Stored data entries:
________

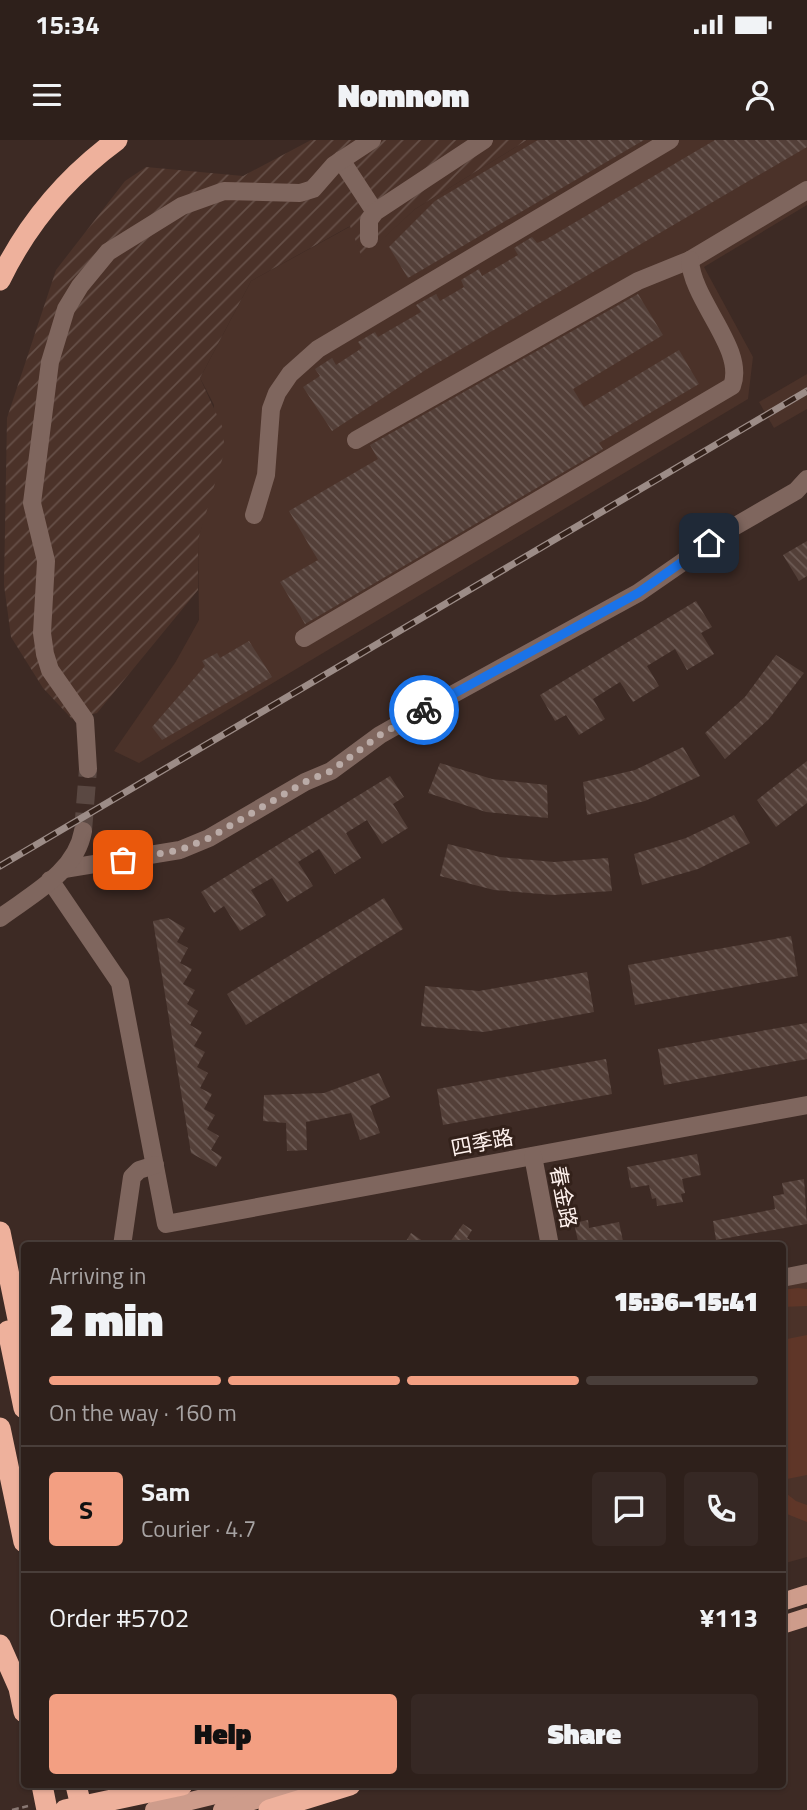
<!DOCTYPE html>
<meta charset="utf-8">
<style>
body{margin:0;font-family:"Titillium Web","Noto Sans SC",sans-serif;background:#362824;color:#f1f3f6;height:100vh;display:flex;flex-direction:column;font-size:26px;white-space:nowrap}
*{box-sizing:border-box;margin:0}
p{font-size:23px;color:#a7a3a3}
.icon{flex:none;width:38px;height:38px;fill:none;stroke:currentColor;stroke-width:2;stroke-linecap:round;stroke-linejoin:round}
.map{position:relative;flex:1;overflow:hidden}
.details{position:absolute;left:21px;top:1102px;width:765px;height:546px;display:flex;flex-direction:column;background:#2e201b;border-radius:7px;box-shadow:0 2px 5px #0004,0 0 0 2px #493e3a}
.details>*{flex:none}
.pin{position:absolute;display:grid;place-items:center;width:60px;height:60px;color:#fff;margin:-30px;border-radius:14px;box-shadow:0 4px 10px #0006}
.courier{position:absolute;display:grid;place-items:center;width:70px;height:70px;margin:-35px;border:5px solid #1a73e8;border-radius:50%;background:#fff;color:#222;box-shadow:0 2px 9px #0007}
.head em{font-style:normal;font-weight:800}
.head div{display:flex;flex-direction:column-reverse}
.head{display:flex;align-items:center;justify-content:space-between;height:119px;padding:0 28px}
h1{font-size:46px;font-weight:800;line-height:52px}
.bar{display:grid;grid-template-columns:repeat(4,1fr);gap:10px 7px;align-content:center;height:84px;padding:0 28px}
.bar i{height:9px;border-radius:5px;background:#493e3a}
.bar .selected{background:#f39f82}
.bar p{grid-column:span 4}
.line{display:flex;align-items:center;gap:18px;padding:0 28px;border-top:2px solid #493e3a}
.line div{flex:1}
.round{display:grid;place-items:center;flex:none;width:74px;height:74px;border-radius:7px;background:#362824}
.action{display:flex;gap:14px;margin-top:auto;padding:14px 28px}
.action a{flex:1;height:80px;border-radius:7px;background:#f39f82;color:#111;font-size:28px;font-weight:800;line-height:80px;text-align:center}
.action a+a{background:#362824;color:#f1f3f6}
.status{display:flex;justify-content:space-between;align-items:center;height:49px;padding:0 35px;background:#2e201b;direction:ltr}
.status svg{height:19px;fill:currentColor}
header{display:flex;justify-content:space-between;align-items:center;height:91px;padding:0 28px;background:#2e201b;font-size:32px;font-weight:800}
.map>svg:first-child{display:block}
.built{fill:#4b3229}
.industrial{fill:url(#industrial-furrows)}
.grass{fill:#5f3628}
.building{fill:url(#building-back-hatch)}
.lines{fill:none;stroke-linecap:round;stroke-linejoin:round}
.minor-tunnel{stroke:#5a4842;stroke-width:18;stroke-dasharray:18 9;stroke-linecap:butt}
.path{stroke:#897873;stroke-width:2.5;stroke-dasharray:7 3.5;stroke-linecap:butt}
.minor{stroke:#7f665e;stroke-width:18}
.major{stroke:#ce9c8b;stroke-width:18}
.highway{stroke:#eeb19c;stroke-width:21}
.rail-casing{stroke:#9c8c87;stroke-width:7}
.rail{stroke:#33211a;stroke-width:4.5;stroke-dasharray:13;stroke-linecap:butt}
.done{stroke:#baaba7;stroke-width:7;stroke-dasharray:0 12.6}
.route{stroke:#1a73e8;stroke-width:9}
.labels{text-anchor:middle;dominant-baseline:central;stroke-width:6;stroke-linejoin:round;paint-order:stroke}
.street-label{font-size:21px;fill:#fef1ed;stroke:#33211a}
</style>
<div class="status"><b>15:34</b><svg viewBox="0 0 49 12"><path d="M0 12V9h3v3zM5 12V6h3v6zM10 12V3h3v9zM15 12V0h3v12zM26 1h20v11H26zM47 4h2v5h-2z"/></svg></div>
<header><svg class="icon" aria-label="menu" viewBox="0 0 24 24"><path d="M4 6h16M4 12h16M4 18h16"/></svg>Nomnom<svg class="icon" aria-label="person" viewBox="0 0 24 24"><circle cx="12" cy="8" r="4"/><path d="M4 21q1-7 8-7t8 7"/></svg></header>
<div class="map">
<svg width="807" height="1670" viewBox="0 0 807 1670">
<defs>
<pattern id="industrial-furrows" width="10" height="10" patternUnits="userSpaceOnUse" patternTransform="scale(1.75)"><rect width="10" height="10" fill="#4b3229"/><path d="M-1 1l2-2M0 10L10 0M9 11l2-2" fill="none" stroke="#665048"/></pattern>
<pattern id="building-back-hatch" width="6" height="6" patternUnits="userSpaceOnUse" patternTransform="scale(1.75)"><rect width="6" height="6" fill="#533f38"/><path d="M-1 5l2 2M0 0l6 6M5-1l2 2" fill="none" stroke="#6d5b55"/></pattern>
</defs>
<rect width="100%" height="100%" fill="#3d2a24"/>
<g class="built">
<polygon points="527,0 807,0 807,65 704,127 753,217 748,259 139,623 114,611 175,523 199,480 198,400 207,366 214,265 200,238 251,141 351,86 362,117 415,69"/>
<polygon points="807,234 807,269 774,288 759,262"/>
<polygon points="807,1142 807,1417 782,1424 782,1147"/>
</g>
<polygon class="industrial" points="311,0 527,0 415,69 362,118 350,86 251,141 200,238 222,286 225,310 198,400 198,450 97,573 72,579 43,548 11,497 4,445 7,278 56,130 125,41 146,27 243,36"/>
<g class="grass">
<polygon points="798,1148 807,1149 807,1166 782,1167 782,1150"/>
<polygon points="807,1195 807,1335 782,1340 782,1200"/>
<polygon points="782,1350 796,1361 807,1365 807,1382 782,1372"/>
</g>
<g class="building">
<polygon points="538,0 644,0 408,138 389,107 435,61"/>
<polygon points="715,0 807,0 807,7 427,229 332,291 303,247 320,236 315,229 332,218 336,225 362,208 358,202 375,192 378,197 421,172 416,165 436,154 440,161 464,147 461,140 479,129 482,136 518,115 514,108 532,97 537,103 545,100"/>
<polygon points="638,154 663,195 573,249 584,267 679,210 699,244 599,303 603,309 305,484 280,442 318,420 289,371 378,319 370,305"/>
<polygon points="807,401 807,436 799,441 783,415"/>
<polygon points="696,461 712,487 701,493 714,514 687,530 675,509 647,526 659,546 633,562 620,542 593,559 605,579 579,595 566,575 555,581 540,555"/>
<polygon points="249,501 272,537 162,600 152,587 205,526 202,521 217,513 220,518"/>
<polygon points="776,515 804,533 769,579 725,619 705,593 745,557"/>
<polygon points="683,607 700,636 645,661 587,675 583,642 635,630"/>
<polygon points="807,621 807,663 776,687 757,660"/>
<polygon points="440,623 492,639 547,645 548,678 486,672 428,653"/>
<polygon points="390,636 404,657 393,664 408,688 382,704 367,680 346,693 361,718 335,734 319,709 298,722 313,746 287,762 272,738 251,750 266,775 240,791 224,766 214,773 201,752"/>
<polygon points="734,675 750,703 698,729 642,745 634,714 686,698"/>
<polygon points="448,704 500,717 554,722 608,718 612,751 553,755 494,750 440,736"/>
<polygon points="384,758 403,789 246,885 227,854"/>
<polygon points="168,778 185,788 177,802 188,808 180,823 192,829 183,844 195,850 187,864 198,871 190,885 202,892 194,906 205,912 197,927 208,933 200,948 212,954 204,969 215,975 207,989 219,996 211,1010 222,1017 216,1027 191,1013 153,781"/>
<polygon points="791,796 798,836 635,865 628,825"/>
<polygon points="587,832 594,872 484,892 421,886 425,846 479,851"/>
<polygon points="807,883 807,919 664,945 658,909"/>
<polygon points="606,919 612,954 443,985 437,949"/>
<polygon points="379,933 390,957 370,966 380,993 360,1000 351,973 306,982 307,1010 287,1011 286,983 263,981 264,955 324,953"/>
<polygon points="697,1014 701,1035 682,1039 685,1053 681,1054 683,1062 657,1066 656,1058 652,1059 649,1045 631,1048 627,1027"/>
<polygon points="804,1039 807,1084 716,1100 713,1081 775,1069 773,1056 784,1054 782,1043"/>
<polygon points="588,1080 589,1088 619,1082 624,1106 579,1106 574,1083"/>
<polygon points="463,1084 472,1090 467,1098 479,1106 447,1106"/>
<polygon points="411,1093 430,1106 403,1106"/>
</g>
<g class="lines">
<polyline class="minor-tunnel" points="83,691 88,629"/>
<polyline class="path" points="12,1670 28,1666"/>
<g class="minor">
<polyline points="341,20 375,72"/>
<polyline points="369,99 369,80 375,72 484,0"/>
<polyline points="356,300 638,141 690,120 807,50"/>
<polyline points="254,375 266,335 271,269 277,253 290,234 318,209 670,0"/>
<path d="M304 498 732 246C746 209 692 161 690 120"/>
<polyline points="88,629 85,580 50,530 45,514 42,493 46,421 32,363 50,222 66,169 80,146 108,112 182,66 224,51 300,53 313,49 334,25 372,0"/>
<polyline points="64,729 180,710 209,698 305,642 331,631 380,595 417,574 638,453 732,388 796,351 807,339"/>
<polyline points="50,740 120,843 166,1084 807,965"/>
<path d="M0 778C32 754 76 732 83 691"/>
<polyline points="533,1016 550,1106"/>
<polyline points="122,1106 132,1037 139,1030 155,1025"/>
<polyline points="782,1138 807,1133"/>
</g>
<g class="major">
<polyline points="782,1462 807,1454"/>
<polyline points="782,1485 807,1477"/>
<polyline points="154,1670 256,1645"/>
<polyline points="222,1670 307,1645"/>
</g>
<g class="highway">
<path d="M0 140C27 84 68 36 117 0"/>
<polyline points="0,1092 24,1208"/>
<polyline points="8,1191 24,1268"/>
<polyline points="0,1288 24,1402"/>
<polyline points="0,1505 19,1548 24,1572"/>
<polyline points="42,1645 47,1670"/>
<polyline points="76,1645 82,1670"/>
<polyline points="65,1670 182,1645"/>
<polyline points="269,1670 350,1645"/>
</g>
<g class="rail-casing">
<polyline id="rail" points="0,726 807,251"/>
</g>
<use href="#rail" class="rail"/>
</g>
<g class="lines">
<polyline class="done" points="123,720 180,710 209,698 305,642 331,631 380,595 424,570"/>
<polyline class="route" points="424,570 638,453 709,403"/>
</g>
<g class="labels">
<g class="street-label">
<text transform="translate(482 1002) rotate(-11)">四季路</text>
<text transform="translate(564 1057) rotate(79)">春金路</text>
</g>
</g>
</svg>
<div class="pin" style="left:123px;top:720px;background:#ea580c"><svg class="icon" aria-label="bag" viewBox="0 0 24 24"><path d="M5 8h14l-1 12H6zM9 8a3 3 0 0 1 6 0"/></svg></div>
<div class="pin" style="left:709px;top:403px;background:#1f2937"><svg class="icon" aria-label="home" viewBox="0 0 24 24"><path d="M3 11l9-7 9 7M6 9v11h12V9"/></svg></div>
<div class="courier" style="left:424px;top:570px"><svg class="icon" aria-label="bike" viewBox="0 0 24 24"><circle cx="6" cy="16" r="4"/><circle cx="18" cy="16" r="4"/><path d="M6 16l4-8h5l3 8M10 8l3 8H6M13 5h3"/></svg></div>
<section class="details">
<div class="head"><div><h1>2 min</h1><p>Arriving in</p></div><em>15:36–15:41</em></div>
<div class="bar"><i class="selected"></i><i class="selected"></i><i class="selected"></i><i></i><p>On the way · 160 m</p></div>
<div class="line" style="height:126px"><b class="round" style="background:#f39f82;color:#111">S</b><div><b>Sam</b><p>Courier · 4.7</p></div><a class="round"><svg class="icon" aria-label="chat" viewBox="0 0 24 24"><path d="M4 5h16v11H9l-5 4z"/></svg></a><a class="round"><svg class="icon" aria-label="phone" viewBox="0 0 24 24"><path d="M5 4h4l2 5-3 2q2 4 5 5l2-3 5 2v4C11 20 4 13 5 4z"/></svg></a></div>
<div class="line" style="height:91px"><div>Order #5702</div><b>¥113</b></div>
<div class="action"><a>Help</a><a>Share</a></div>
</section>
</div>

________

WHAT THE EXERCISE ASKS ▸
Reproduce each line of the entries in which the word "dasharray" is found.

SOLUTION TO THE EXERCISE ▸
.minor-tunnel{stroke:#5a4842;stroke-width:18;stroke-dasharray:18 9;stroke-linecap:butt}
.path{stroke:#897873;stroke-width:2.5;stroke-dasharray:7 3.5;stroke-linecap:butt}
.rail{stroke:#33211a;stroke-width:4.5;stroke-dasharray:13;stroke-linecap:butt}
.done{stroke:#baaba7;stroke-width:7;stroke-dasharray:0 12.6}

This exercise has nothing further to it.